Part II: How and when will it impact your business?

The timelines

Regulation (EU) 2021/2282 on health technology assessment and amending Directive 2011/24/EU entered into force in January 2022 and will apply from January 2025. The implementation work has started, including the setting up of the necessary governance structure and preparatory documents to ensure effective application from this date. The long interim period will be used to put in place the planned organizational framework as well as adopting a series of implementing measures. The first meeting of the coordination group of Member State representatives is scheduled to take place in June 2022. Concretely, any joint work between Member States under the Regulation will only take place as of the first quarter of 2025.

 

Key objective

The Regulation objective is to avoid duplication and reduce burdens on developers. When the regulation was designed, the European Commission highlighted several issues that the new Regulation is meant to address.
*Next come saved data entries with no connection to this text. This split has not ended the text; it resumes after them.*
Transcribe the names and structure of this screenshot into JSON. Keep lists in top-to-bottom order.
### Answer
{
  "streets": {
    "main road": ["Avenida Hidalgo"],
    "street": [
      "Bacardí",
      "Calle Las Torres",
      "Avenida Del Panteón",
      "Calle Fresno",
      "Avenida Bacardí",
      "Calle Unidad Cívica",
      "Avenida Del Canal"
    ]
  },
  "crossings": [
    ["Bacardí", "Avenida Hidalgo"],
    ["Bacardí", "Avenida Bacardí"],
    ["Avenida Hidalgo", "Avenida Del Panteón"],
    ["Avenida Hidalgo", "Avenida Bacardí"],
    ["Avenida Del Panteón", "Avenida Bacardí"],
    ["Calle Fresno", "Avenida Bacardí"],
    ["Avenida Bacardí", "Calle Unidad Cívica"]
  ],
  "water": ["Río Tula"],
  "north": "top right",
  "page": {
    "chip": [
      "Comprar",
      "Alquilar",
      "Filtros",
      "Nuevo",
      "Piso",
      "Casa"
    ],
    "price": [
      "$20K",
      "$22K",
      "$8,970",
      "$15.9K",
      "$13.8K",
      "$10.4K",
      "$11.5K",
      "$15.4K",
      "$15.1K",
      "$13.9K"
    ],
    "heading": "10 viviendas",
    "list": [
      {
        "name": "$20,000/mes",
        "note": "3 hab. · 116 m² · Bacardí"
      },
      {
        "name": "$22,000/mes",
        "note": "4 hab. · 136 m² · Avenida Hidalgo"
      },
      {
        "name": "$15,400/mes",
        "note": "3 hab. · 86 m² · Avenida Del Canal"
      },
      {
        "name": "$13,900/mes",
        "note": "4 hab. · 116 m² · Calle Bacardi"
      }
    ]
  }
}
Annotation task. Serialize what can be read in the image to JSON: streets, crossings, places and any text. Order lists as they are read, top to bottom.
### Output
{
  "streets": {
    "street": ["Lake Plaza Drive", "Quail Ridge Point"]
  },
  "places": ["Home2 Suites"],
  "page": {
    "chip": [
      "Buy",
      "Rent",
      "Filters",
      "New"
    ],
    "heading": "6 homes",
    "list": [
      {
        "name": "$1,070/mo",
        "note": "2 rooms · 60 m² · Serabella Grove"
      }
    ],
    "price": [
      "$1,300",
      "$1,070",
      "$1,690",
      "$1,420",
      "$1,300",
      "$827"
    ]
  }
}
The most significant being the divergent HTA processes and methodologies in Member States and duplication of work for national HTA bodies and developers.

 

Organisational impact at corporate level

Being confronted with a unique HTA process and methodology, regional/EU headquarters must further reorganise their regional market access team and reinforce their medical/clinical capabilities to highlight the therapeutic value of the offering. They should also interact with the corporate medical and marketing department when confronting the desired product profile with the pivotal studies’ findings and translating it into therapeutic value. The health economics corporate department will concentrate on modelling cost-effectiveness and budget impact, leaving the actual economic value computation to their affiliates.

 

Organisational impact at affiliate level

Today, many companies are still producing their pricing and reimbursement dossiers locally, usually with some corporate support and global value dossiers to show therapeutic and economic value. Tomorrow, and based on the Regulation timelines starting with oncology, therapeutic value will be assessed centrally. This will partly change the mission of local market access teams and their interactions with colleagues from the medical department, reinforcing the links between market access, marketing and, possibly, finance to support the local definition of economic value, based on models developed by corporate with local costing and running. We anticipate that more health economists and econometrists, as well as some specialists in real world evidence and pharmaco-epidemiology will be working in market access. These profiles are already difficult to find today and will become increasingly difficult to find given the supply and demand imbalance for these talents. Companies that will be ready to invest in these profiles and their training early, will gain a competitive advantage for the next 10-20 years in market access.

 

Proving that you bring therapeutic value at EU level and economic value at member state level will ensure that your offering will be accessible by patients in local markets.